> Problem to work on: All lines in the entries below that hold "canvas" make up the answer.

━━ Data provided

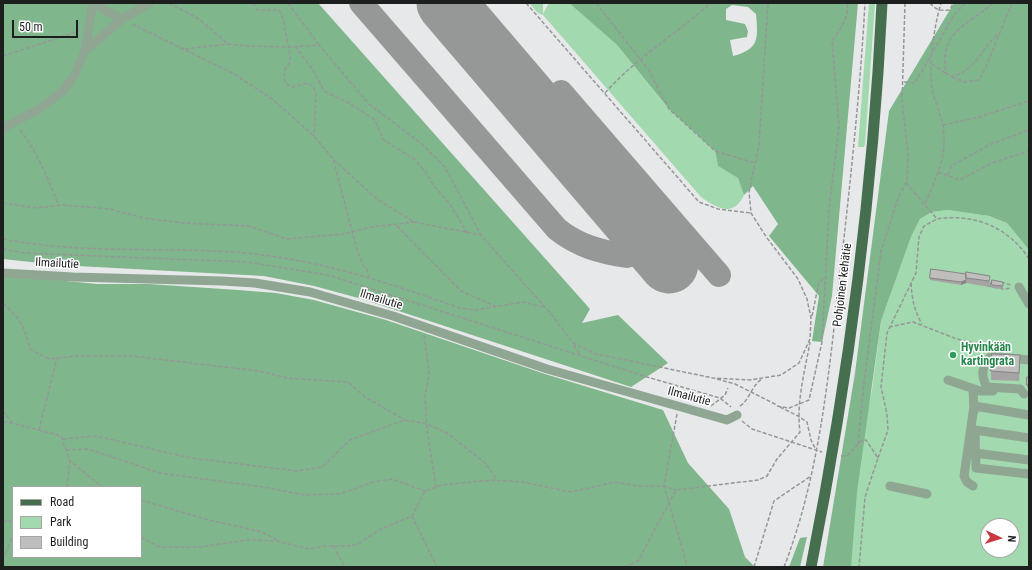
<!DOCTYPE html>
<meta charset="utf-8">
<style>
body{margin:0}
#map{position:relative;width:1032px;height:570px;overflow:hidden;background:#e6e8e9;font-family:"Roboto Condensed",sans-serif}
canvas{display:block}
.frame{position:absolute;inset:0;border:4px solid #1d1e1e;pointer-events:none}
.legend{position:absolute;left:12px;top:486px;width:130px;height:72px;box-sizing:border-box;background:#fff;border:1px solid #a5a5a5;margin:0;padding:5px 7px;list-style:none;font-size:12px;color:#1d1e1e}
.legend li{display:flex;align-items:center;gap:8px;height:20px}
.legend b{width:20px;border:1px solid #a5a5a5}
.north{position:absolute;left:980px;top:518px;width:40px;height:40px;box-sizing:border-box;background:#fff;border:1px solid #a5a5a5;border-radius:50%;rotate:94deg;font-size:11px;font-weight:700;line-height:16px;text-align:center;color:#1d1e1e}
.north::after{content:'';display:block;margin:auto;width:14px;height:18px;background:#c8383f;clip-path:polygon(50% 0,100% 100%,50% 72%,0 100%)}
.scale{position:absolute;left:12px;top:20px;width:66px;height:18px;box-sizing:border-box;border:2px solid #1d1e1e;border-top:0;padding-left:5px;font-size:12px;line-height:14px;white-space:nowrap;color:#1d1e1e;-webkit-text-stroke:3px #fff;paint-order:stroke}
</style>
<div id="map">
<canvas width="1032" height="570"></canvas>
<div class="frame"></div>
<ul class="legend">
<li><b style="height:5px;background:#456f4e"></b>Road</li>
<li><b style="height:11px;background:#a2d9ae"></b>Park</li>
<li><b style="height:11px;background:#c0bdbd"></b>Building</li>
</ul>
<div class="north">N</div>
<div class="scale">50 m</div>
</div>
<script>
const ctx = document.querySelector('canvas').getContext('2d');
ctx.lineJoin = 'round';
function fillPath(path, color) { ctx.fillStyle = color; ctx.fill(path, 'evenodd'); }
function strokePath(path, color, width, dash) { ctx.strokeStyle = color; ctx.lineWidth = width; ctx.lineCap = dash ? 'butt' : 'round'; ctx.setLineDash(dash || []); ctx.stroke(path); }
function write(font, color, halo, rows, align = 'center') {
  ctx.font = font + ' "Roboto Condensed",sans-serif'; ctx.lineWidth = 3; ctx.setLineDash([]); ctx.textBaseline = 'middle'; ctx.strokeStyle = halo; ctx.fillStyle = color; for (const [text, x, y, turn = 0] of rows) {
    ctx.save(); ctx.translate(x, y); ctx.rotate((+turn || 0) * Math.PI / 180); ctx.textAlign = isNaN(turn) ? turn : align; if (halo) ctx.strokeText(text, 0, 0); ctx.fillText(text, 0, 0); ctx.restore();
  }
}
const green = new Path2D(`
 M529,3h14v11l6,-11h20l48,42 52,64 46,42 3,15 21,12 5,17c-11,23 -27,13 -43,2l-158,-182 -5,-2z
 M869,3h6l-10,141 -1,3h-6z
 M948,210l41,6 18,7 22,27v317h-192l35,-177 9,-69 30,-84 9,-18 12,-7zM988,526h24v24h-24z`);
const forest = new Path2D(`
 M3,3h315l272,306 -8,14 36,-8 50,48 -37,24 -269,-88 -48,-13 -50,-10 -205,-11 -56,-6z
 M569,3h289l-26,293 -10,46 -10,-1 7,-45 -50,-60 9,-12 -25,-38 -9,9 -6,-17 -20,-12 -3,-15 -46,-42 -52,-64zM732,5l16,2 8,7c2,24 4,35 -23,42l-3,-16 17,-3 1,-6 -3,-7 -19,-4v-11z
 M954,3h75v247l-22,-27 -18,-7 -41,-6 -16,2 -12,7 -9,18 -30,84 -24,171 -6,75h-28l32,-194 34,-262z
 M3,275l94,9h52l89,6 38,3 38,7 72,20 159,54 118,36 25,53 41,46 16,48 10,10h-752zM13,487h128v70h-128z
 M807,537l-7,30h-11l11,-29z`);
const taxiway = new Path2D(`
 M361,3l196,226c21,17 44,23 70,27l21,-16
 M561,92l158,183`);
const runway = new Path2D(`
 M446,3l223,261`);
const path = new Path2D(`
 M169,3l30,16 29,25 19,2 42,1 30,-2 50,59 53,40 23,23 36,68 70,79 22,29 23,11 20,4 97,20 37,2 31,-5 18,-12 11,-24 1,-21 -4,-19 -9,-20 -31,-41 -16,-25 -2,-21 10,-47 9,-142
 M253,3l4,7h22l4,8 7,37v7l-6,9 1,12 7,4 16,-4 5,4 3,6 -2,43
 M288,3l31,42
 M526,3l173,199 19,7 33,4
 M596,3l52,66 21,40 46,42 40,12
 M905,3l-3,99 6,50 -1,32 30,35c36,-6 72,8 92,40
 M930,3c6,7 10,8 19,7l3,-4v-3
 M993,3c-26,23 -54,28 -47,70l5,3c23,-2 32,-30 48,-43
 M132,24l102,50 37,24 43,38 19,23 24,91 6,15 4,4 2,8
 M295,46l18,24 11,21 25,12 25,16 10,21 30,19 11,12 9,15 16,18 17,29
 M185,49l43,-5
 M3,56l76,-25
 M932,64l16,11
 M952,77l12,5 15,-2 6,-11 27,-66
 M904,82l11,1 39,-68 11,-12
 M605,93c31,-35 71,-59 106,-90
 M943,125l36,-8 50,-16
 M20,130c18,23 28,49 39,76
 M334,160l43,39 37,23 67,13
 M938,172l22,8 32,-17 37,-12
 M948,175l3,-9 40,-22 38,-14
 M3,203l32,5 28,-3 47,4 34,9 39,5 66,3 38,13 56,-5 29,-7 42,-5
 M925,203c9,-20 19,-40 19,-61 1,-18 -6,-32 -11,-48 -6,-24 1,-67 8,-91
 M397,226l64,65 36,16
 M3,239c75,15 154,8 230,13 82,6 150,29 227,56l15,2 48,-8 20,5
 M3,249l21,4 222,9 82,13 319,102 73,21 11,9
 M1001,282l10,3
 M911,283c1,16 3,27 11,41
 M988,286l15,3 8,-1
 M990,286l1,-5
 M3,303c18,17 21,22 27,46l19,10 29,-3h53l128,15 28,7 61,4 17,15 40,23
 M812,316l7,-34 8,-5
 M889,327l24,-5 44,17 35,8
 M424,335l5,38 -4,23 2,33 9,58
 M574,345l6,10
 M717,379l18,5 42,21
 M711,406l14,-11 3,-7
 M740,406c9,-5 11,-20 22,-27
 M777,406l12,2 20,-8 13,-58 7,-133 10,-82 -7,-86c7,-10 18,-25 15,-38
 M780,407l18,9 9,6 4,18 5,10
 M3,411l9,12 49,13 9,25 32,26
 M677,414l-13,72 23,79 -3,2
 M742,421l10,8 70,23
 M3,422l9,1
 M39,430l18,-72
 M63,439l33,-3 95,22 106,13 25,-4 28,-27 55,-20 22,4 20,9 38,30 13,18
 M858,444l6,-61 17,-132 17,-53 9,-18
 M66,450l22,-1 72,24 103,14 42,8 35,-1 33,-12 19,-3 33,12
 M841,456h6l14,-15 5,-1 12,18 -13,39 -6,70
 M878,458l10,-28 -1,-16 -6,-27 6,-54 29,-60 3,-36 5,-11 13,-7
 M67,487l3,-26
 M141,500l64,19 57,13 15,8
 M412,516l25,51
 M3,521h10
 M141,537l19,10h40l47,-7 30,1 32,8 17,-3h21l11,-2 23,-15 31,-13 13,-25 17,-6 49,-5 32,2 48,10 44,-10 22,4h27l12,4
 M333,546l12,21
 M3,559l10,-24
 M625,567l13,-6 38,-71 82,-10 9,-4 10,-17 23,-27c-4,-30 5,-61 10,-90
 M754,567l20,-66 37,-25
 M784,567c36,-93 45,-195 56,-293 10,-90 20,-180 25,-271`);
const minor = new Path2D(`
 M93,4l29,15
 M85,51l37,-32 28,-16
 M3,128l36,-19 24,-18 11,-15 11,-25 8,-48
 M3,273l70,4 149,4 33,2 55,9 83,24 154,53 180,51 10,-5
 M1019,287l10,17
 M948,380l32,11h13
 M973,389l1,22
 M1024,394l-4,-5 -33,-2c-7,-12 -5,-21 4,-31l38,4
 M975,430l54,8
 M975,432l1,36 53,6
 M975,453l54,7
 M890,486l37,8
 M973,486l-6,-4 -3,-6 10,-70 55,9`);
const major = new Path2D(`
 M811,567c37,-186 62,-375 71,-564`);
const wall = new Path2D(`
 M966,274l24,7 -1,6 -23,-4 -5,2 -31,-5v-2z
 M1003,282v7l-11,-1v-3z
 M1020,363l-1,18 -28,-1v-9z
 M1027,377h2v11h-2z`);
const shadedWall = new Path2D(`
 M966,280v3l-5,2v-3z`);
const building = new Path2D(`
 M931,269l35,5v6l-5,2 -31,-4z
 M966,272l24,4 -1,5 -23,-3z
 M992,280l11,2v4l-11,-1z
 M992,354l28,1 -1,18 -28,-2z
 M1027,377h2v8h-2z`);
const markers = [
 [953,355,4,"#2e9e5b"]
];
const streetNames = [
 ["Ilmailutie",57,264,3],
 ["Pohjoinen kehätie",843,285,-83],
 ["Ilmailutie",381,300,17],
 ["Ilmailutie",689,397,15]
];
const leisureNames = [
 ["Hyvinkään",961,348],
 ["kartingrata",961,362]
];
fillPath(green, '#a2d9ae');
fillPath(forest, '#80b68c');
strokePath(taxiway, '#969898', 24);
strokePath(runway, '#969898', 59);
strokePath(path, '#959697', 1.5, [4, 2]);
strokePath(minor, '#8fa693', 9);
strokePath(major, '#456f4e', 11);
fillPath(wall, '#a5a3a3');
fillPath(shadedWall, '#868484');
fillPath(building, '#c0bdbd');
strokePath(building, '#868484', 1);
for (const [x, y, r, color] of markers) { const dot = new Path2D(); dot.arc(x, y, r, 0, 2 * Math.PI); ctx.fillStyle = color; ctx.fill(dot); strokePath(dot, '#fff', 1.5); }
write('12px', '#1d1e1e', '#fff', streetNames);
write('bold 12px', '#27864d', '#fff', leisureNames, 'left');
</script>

━━━━
━━ Data provided

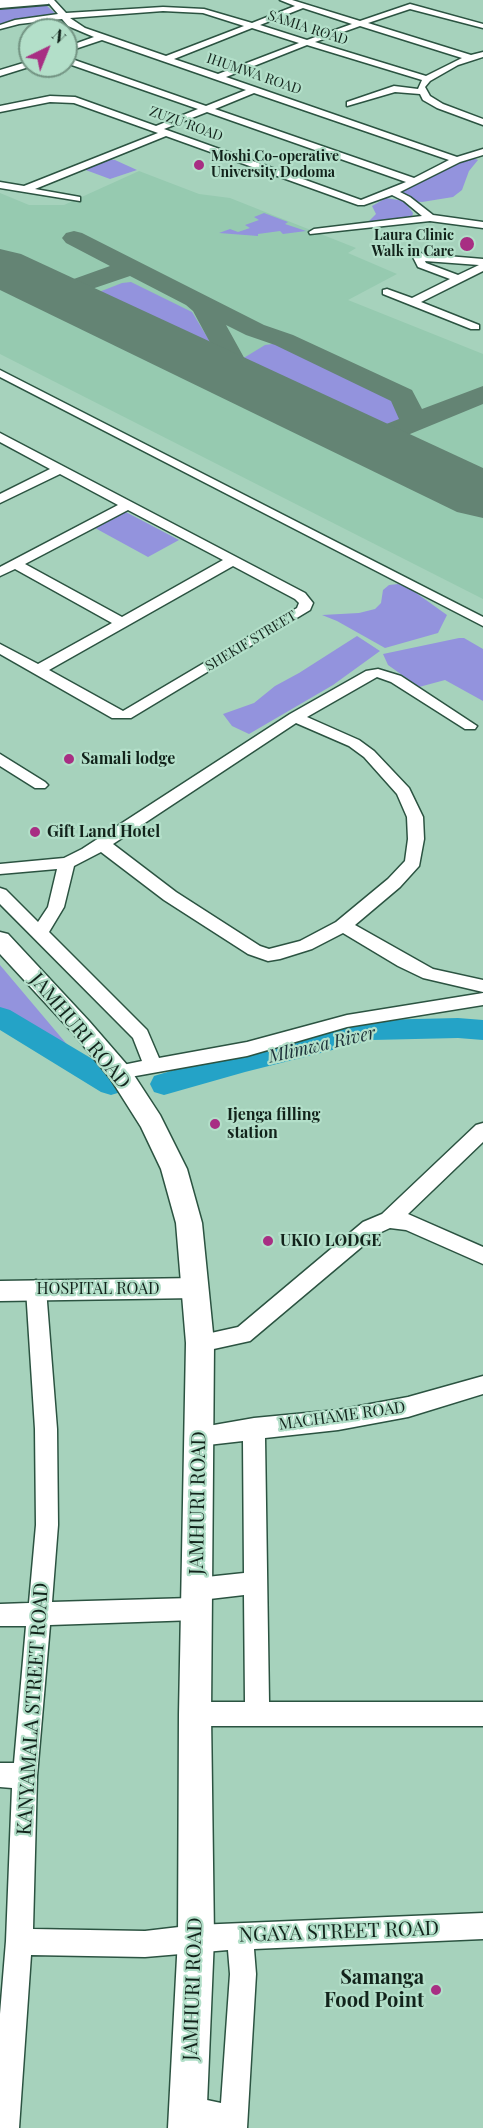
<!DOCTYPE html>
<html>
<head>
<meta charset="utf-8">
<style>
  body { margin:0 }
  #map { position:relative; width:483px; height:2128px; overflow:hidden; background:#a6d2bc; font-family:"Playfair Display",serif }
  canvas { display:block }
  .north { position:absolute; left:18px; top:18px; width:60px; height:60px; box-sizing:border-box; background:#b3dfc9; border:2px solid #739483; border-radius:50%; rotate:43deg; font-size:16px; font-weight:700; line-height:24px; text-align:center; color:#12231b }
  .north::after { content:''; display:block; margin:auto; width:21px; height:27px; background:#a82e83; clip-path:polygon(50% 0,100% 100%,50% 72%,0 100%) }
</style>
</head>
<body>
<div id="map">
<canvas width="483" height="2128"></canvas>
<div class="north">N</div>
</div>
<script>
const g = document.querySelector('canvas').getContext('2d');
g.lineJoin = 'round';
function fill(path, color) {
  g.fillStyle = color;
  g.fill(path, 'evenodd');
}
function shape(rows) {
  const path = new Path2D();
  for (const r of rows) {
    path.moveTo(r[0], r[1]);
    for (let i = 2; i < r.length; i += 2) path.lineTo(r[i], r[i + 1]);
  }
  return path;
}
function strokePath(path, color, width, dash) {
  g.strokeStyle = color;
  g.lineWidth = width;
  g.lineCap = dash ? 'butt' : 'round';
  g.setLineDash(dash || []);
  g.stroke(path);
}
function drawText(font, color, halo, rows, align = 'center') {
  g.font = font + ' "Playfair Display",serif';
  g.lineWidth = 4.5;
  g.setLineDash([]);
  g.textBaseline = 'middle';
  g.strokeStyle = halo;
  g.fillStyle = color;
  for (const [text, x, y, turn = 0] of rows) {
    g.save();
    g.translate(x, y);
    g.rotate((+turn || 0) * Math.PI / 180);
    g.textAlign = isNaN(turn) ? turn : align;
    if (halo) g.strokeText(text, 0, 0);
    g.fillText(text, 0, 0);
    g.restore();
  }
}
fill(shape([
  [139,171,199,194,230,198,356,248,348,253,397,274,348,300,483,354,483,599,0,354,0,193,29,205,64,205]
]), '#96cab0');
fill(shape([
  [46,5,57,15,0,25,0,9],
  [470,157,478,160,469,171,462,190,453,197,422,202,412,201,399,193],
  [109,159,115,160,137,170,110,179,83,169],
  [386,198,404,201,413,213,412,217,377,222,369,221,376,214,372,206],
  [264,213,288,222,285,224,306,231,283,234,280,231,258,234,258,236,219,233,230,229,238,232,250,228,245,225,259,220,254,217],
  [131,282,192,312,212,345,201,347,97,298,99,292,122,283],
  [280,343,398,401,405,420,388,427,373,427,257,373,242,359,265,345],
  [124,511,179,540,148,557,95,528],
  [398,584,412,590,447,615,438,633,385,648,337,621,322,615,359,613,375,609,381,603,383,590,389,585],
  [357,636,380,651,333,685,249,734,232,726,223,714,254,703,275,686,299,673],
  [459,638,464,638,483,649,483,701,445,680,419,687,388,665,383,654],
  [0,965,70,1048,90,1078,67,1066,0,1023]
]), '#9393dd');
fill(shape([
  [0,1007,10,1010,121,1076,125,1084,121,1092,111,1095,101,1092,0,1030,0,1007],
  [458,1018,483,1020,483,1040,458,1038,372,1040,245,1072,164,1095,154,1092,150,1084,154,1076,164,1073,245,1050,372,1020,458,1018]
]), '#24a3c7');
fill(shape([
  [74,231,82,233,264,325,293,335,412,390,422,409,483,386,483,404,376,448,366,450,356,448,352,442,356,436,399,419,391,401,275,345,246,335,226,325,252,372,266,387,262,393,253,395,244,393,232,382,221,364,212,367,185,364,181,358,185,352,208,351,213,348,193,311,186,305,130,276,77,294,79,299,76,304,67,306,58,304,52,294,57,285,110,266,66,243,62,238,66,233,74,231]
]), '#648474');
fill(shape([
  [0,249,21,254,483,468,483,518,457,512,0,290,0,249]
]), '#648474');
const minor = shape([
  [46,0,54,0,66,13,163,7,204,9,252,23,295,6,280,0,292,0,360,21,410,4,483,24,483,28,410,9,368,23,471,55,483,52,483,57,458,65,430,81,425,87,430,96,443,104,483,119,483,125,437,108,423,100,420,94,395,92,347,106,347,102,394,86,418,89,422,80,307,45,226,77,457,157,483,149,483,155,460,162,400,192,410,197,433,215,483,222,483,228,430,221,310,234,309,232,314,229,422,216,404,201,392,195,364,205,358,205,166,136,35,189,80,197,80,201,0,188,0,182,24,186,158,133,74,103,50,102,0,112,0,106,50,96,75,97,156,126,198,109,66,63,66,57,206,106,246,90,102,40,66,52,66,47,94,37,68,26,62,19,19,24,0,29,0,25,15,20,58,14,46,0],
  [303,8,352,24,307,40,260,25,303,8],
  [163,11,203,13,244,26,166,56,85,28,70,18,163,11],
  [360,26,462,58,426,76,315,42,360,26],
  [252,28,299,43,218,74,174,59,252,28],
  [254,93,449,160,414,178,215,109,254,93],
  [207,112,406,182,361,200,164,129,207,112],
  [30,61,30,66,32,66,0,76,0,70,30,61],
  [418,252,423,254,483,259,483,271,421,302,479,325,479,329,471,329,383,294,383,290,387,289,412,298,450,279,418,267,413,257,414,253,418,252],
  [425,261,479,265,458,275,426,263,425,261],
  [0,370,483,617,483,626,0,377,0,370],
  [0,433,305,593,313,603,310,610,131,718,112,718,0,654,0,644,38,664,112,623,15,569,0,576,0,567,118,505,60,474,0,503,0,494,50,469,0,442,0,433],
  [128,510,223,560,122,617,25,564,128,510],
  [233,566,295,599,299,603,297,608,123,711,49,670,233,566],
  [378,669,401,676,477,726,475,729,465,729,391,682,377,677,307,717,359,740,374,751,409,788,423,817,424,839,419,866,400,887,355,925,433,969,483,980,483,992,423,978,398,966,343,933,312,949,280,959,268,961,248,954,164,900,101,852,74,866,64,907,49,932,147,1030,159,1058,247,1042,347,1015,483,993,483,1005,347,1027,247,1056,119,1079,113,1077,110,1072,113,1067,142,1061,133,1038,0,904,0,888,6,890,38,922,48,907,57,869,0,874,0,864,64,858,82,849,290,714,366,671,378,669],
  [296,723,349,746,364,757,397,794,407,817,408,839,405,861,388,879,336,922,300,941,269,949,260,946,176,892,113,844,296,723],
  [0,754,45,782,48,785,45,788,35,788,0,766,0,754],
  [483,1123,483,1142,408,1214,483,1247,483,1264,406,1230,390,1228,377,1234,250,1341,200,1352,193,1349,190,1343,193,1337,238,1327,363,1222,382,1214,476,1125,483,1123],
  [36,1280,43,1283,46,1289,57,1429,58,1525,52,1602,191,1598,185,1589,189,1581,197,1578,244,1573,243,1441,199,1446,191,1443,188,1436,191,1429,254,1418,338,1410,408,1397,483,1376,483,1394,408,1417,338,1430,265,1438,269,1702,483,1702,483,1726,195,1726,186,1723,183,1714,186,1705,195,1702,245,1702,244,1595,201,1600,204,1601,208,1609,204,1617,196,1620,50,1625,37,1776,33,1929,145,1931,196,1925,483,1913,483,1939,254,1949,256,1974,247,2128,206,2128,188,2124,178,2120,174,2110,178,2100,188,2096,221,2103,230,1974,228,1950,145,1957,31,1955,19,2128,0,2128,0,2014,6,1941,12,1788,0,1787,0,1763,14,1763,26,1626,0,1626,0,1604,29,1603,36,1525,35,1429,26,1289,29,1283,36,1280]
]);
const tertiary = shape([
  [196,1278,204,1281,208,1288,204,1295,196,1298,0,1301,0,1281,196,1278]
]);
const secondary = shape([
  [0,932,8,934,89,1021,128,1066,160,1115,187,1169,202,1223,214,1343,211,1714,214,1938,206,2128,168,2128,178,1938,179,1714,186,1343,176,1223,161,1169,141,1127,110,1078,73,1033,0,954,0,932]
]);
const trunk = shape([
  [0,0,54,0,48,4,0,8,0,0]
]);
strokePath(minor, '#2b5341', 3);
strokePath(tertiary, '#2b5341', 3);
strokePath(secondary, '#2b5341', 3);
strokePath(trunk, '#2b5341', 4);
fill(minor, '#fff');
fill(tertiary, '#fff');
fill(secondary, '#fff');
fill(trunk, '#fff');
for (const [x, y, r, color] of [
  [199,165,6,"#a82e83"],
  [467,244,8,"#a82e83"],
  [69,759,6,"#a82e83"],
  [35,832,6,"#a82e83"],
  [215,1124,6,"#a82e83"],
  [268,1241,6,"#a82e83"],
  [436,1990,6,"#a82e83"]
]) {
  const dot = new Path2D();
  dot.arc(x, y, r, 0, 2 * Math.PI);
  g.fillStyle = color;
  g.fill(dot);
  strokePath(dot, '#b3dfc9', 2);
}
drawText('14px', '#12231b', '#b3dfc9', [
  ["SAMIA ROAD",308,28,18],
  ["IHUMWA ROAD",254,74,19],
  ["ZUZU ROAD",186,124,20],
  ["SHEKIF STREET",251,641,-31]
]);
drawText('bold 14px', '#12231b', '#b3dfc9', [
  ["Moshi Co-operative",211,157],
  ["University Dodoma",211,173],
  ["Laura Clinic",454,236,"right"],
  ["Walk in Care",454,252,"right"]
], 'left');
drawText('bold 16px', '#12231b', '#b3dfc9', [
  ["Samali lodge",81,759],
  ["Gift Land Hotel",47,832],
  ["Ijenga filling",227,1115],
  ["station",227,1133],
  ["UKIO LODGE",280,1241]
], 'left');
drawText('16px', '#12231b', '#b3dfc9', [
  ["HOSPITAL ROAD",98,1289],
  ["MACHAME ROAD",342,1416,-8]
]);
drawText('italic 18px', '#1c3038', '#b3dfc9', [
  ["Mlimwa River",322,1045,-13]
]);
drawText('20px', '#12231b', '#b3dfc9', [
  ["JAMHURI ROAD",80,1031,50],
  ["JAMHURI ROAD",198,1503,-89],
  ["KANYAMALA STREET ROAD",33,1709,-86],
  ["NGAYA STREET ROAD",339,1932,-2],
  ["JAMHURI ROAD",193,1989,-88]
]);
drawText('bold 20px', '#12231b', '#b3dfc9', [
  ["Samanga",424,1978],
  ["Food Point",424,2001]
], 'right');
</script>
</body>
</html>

━━━━

> Expected answer:
canvas{display:block}
<canvas width="1032" height="570"></canvas>
const ctx = document.querySelector('canvas').getContext('2d');
  canvas { display:block }
<canvas width="483" height="2128"></canvas>
const g = document.querySelector('canvas').getContext('2d');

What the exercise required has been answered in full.